You’re sitting in your high school social studies class when one of your parents walks in. They start to talk with your friends about what they are doing in class and then they check in with your teacher. At this point, most people would wake up startled from a bad dream, but when you’re the high school principal’s daughter, it’s an everyday occurrence!

When you’re the principal’s daughter, you leave your house for school before any of your friends are even awake because your dad has an early meeting. Actually you arrive at school before your friends are awake. Every day. You stay late because there are meetings in the afternoon and sometimes you stay even later because “something came up” after school that has to be dealt with before you can leave.
When you’re the principal’s daughter, you get used to seeing your dad in all of your classes. And in the hallways. And at lunch. Every day. It takes some time to figure out how to interact with each other during the school day, but you find a balance somewhere between ignoring and overwhelming each other.
When you’re the principal’s daughter, you spend a lot of time in the main office because you get to school early and leave late. You get to know the office staff and the other principals. This is a pretty good thing, because they’re all nice people, they understand your situation and they sometimes have snacks.
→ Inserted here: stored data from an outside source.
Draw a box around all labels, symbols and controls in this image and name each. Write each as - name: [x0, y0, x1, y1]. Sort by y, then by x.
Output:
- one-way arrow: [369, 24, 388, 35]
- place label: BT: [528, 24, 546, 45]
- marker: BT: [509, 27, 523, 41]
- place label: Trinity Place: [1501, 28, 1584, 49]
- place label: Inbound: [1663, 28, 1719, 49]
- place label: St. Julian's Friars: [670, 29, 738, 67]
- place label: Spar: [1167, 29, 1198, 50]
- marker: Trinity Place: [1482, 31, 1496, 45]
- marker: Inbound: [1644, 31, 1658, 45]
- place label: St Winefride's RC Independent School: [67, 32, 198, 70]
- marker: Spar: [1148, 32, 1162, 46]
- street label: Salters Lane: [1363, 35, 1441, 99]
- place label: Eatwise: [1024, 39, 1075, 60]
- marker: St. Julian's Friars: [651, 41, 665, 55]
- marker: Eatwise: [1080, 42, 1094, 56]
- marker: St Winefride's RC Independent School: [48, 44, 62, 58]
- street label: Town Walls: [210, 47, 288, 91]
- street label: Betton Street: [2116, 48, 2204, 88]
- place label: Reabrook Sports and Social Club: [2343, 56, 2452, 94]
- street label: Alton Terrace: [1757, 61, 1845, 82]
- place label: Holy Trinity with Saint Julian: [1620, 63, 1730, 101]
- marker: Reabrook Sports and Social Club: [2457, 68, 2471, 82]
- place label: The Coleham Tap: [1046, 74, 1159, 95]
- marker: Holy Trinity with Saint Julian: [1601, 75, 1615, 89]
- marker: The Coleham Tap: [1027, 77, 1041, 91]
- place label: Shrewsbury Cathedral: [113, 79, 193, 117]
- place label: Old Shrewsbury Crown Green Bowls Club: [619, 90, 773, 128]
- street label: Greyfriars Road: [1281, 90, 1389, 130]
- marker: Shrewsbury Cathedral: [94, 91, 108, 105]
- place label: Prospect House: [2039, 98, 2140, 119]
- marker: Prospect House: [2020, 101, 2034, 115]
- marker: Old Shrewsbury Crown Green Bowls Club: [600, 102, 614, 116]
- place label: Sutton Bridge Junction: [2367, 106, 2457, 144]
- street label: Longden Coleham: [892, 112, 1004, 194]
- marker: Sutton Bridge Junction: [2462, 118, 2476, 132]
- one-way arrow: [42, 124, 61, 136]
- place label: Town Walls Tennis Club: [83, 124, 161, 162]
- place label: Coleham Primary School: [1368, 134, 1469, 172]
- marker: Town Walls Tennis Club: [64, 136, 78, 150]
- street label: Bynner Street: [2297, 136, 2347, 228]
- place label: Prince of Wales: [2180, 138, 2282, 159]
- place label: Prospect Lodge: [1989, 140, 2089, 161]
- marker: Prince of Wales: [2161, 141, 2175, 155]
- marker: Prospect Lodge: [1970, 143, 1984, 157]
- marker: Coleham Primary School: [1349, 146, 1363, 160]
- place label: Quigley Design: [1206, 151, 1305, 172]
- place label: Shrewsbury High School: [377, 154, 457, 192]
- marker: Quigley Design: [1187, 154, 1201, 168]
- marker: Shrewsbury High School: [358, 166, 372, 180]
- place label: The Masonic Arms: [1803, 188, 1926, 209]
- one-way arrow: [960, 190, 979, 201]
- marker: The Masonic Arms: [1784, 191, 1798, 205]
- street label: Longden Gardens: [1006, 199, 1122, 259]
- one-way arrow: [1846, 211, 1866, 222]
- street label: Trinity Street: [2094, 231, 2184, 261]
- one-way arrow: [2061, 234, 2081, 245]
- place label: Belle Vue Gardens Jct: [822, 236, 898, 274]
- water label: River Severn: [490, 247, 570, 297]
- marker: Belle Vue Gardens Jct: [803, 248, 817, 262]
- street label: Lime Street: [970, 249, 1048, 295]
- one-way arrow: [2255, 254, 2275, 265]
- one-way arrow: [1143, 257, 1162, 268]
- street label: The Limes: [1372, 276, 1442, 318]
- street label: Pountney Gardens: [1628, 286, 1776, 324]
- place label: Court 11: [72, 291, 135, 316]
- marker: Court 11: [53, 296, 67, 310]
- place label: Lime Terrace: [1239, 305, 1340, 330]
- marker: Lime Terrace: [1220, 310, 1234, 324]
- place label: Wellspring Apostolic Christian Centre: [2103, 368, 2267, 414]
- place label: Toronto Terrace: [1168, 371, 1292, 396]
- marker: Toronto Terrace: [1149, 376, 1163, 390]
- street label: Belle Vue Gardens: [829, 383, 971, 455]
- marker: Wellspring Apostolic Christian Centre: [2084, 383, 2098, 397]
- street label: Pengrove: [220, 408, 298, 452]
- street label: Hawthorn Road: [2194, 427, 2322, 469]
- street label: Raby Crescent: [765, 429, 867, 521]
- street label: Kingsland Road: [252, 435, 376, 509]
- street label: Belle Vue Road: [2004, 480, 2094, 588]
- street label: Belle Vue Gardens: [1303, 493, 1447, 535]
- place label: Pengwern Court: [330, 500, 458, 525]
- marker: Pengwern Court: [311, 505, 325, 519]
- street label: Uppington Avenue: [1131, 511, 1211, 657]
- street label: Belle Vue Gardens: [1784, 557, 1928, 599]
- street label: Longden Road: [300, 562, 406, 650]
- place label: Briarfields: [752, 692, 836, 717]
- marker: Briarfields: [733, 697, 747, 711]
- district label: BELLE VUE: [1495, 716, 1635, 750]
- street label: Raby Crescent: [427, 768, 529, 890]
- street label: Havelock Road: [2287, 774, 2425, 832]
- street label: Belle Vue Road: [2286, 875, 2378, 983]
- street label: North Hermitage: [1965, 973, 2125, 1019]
When you’re the principal’s daughter, you hear all sorts of things about your dad from other students. Some of it good, some of it bad, some of it true.
When you’re the principal’s daughter, your friends text you to “tell your dad to make tomorrow a snow day.” You know it’s not really up to him, but you tell him anyway. You’re one of the first to know when there is a snow day because you hear your dad talking to the superintendent and the other principals at five in the morning. And then, just when you start to fall back asleep, you get the robo-call from him anyway!
When you’re the principal’s daughter the days are long and it seems like high school might last forever. But before you know it, you’re ready to graduate and leave your dad to run the school on his own. It’s scary and exciting for both of you.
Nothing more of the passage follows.